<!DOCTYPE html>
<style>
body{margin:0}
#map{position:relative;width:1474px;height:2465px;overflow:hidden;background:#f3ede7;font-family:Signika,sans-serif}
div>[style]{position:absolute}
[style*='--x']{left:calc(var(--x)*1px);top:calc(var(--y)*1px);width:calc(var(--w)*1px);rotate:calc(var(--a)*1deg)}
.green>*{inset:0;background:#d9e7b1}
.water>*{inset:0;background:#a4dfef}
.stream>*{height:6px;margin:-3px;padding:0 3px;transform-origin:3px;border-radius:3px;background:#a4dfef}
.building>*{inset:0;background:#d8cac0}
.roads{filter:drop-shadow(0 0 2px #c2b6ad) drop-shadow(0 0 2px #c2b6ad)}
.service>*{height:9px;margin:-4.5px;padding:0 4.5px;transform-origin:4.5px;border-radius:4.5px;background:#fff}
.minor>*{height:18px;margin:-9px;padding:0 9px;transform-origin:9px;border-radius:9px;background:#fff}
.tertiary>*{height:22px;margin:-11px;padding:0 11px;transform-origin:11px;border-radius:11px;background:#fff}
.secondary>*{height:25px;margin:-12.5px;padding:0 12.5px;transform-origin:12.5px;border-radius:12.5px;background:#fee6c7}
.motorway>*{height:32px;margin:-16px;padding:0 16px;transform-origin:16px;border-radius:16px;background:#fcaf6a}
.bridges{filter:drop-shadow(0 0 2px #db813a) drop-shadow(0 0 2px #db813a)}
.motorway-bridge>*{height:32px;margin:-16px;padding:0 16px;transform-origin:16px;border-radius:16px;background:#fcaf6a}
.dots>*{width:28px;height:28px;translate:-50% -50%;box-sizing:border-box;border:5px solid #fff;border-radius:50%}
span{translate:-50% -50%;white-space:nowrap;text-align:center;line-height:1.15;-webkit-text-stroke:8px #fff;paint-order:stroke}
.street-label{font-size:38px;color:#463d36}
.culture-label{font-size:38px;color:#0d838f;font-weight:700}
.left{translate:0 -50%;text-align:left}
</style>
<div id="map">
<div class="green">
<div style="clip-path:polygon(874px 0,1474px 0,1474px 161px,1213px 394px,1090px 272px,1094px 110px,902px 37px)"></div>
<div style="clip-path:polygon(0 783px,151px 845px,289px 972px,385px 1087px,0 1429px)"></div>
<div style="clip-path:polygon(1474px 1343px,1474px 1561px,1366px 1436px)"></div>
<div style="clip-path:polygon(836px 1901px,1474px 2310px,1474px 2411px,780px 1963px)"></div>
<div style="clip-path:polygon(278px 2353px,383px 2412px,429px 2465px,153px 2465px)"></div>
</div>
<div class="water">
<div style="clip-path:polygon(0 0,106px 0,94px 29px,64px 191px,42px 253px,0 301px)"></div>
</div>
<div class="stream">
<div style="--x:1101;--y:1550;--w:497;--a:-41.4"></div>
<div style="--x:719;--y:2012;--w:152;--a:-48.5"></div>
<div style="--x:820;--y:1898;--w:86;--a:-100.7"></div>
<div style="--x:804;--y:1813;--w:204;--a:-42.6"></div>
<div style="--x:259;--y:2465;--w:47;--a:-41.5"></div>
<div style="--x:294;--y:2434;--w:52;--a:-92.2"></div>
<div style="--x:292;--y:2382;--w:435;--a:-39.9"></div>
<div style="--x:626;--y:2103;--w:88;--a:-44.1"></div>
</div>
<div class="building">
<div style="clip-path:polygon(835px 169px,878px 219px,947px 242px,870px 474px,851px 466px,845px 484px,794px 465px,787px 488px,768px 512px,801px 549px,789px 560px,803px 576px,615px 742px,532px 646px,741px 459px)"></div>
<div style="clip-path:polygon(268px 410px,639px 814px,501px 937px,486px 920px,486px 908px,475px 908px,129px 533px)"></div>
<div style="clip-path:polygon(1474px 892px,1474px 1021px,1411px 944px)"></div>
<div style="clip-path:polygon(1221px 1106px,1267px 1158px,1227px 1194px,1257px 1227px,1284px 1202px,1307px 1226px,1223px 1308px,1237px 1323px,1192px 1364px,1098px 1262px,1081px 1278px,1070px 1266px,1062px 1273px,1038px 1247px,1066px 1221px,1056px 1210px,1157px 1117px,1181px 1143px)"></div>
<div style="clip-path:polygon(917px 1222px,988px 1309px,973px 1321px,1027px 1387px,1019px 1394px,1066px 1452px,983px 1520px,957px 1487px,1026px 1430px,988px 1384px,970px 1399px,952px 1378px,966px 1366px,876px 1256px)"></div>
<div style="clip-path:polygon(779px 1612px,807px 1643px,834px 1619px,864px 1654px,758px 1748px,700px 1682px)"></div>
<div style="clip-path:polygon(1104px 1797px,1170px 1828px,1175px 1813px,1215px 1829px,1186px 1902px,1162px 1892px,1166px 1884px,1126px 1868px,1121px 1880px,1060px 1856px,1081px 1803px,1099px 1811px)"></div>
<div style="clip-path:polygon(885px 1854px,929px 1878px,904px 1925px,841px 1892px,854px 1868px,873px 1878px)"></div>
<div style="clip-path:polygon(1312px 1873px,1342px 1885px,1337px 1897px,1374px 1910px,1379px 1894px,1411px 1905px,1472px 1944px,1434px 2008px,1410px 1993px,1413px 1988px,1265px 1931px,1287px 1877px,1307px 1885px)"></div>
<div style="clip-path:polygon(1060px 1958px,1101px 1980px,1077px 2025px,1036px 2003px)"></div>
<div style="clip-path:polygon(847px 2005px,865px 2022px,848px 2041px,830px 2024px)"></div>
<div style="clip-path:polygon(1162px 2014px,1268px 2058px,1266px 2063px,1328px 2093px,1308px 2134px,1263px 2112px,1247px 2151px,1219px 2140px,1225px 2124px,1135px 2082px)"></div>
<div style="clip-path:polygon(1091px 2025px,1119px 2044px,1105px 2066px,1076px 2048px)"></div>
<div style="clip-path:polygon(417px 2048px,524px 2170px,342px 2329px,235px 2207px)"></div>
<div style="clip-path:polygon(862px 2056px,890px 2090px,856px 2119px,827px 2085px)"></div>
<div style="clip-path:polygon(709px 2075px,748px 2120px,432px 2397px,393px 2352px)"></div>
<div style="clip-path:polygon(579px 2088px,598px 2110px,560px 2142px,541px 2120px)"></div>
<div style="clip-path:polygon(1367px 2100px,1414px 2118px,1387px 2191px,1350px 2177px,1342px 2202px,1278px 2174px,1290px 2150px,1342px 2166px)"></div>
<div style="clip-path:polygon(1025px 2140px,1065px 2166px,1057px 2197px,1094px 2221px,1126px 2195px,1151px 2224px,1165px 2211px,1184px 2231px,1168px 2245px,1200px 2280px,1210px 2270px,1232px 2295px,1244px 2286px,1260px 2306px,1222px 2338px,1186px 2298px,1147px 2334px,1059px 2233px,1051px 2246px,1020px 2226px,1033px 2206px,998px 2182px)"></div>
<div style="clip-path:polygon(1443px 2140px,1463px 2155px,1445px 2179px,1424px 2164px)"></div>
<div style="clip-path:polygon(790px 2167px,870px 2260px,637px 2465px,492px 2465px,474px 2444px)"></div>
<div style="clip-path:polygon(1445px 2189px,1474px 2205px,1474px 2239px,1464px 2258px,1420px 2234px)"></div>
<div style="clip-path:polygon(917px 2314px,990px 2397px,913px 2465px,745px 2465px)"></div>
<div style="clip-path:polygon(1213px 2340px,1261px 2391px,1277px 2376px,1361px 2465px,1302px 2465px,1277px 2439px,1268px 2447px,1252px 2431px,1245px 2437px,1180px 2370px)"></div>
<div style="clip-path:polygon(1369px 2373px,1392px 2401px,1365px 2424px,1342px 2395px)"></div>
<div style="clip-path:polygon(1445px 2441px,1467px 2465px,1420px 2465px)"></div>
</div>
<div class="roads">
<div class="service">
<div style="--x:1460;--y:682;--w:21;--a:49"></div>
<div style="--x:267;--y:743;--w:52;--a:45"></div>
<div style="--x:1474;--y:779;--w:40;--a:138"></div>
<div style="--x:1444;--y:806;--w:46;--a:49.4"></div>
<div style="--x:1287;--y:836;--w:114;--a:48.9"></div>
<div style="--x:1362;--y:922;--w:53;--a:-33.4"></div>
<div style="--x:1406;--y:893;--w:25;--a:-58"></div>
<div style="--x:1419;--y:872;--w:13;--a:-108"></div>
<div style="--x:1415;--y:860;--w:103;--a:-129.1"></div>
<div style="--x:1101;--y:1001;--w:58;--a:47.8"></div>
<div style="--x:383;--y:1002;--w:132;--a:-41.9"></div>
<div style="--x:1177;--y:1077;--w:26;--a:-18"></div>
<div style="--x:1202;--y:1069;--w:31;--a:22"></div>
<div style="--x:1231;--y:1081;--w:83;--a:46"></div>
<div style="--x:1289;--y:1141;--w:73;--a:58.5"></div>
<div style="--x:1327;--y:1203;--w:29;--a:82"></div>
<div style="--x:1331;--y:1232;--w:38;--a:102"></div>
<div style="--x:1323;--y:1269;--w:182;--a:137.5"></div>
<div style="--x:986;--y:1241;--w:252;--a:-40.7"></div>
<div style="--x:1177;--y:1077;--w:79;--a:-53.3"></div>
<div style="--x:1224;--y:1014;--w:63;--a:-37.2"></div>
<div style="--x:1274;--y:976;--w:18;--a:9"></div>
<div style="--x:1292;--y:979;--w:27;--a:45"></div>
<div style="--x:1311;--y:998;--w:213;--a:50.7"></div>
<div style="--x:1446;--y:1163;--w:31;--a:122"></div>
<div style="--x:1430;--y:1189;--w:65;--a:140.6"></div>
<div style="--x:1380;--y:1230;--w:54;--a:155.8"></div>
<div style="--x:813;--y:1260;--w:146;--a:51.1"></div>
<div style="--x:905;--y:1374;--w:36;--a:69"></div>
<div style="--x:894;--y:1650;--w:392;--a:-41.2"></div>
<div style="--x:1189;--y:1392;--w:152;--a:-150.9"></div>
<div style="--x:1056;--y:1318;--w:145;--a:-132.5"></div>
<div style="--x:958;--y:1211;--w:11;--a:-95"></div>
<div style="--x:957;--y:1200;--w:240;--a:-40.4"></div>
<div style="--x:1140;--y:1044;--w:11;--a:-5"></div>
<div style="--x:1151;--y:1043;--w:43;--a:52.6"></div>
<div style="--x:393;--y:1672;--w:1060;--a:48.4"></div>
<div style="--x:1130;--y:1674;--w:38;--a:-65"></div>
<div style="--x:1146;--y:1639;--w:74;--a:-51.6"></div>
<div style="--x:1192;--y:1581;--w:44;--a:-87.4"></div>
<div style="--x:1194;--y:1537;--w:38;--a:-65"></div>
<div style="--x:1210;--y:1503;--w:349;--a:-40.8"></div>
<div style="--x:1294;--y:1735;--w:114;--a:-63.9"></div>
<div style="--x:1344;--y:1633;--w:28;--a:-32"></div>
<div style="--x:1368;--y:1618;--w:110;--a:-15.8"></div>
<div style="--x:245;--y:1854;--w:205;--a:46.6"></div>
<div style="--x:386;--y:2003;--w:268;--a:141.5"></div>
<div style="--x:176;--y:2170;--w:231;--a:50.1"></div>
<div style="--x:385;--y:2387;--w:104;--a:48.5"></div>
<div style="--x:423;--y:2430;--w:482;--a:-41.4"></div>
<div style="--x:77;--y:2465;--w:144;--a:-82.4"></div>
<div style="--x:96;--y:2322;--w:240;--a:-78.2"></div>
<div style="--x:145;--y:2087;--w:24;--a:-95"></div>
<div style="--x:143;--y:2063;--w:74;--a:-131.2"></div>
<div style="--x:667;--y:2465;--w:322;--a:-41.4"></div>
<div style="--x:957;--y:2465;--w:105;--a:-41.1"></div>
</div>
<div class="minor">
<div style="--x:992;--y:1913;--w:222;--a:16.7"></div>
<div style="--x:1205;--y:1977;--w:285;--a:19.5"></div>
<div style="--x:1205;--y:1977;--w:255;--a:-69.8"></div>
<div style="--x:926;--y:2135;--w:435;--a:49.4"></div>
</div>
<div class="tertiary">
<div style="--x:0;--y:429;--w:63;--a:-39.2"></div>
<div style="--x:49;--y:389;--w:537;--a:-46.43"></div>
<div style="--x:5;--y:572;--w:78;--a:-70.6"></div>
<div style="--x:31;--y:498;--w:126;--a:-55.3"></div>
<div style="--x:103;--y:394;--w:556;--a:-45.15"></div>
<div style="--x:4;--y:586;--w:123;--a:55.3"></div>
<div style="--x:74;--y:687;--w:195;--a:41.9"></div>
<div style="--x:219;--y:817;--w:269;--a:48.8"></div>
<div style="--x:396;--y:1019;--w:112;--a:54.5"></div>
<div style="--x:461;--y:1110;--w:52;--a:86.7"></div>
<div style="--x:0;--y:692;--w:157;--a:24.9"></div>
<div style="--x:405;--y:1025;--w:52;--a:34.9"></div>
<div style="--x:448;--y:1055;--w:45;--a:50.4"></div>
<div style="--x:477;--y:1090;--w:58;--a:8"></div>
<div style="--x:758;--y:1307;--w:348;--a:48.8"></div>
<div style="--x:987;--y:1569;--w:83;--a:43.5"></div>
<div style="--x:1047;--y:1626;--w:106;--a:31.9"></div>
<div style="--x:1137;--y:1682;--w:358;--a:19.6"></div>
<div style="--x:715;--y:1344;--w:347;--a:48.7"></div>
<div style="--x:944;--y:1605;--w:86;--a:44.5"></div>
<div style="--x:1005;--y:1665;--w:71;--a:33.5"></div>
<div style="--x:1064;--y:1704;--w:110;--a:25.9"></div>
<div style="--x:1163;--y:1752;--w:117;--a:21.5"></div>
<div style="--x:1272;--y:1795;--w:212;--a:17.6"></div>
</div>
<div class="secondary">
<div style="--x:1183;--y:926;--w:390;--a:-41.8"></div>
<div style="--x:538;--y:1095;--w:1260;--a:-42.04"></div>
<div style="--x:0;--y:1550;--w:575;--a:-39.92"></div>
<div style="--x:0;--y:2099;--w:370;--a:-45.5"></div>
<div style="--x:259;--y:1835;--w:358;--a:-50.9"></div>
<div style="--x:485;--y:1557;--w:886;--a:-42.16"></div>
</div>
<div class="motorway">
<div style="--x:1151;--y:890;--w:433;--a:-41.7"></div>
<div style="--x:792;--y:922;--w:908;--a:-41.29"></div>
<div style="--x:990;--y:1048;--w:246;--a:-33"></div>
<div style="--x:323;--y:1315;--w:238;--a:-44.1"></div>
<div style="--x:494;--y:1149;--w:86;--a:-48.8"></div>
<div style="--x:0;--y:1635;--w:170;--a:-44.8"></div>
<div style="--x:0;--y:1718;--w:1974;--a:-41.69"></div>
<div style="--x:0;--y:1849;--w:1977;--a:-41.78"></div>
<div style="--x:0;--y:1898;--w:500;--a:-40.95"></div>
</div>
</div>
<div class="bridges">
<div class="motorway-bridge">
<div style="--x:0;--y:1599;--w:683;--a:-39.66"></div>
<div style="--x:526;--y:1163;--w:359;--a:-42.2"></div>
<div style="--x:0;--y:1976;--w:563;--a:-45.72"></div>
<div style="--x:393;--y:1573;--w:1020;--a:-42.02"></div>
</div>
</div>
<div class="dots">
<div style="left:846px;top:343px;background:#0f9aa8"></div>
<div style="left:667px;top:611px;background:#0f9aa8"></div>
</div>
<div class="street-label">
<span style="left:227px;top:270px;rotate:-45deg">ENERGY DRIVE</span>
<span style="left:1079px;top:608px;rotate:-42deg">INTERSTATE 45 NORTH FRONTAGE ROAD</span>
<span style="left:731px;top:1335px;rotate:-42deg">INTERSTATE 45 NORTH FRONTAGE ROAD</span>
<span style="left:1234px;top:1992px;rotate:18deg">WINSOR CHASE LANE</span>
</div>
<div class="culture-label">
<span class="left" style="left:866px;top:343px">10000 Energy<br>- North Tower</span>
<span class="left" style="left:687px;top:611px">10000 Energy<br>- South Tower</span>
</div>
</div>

____________________

What this task involves:
Wherever a line in the data above holds "position", copy that line.

Task output:
#map{position:relative;width:1474px;height:2465px;overflow:hidden;background:#f3ede7;font-family:Signika,sans-serif}
div>[style]{position:absolute}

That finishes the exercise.